Problem: When you give the entries again, keep every word as it stands and drop the pictures.

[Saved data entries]
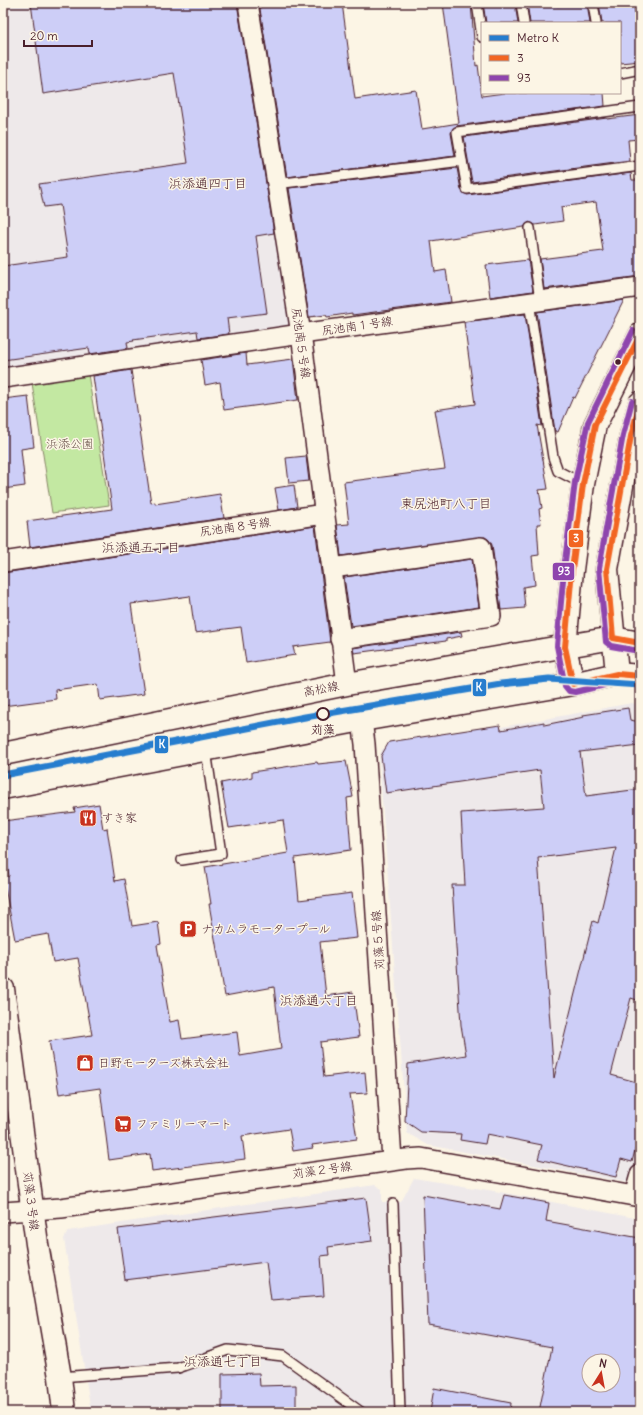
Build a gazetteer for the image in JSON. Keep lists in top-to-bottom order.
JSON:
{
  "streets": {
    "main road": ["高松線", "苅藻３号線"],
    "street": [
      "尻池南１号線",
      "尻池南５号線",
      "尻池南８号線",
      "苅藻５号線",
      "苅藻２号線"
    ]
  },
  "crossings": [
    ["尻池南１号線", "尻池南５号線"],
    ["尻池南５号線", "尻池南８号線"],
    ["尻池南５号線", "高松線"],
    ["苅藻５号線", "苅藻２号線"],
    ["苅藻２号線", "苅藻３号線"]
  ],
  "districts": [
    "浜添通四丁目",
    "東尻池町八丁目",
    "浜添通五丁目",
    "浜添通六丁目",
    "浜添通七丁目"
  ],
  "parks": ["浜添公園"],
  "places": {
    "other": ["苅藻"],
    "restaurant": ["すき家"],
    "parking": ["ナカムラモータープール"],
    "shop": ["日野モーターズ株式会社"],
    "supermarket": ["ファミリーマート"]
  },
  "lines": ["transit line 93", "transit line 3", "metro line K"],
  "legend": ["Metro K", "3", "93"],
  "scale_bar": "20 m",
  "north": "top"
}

Task solution:
Build a gazetteer for the image in JSON. Keep lists in top-to-bottom order.
JSON:
{
  "streets": {
    "main road": ["高松線", "苅藻３号線"],
    "street": [
      "尻池南１号線",
      "尻池南５号線",
      "尻池南８号線",
      "苅藻５号線",
      "苅藻２号線"
    ]
  },
  "crossings": [
    ["尻池南１号線", "尻池南５号線"],
    ["尻池南５号線", "尻池南８号線"],
    ["尻池南５号線", "高松線"],
    ["苅藻５号線", "苅藻２号線"],
    ["苅藻２号線", "苅藻３号線"]
  ],
  "districts": [
    "浜添通四丁目",
    "東尻池町八丁目",
    "浜添通五丁目",
    "浜添通六丁目",
    "浜添通七丁目"
  ],
  "parks": ["浜添公園"],
  "places": {
    "other": ["苅藻"],
    "restaurant": ["すき家"],
    "parking": ["ナカムラモータープール"],
    "shop": ["日野モーターズ株式会社"],
    "supermarket": ["ファミリーマート"]
  },
  "lines": ["transit line 93", "transit line 3", "metro line K"],
  "legend": ["Metro K", "3", "93"],
  "scale_bar": "20 m",
  "north": "top"
}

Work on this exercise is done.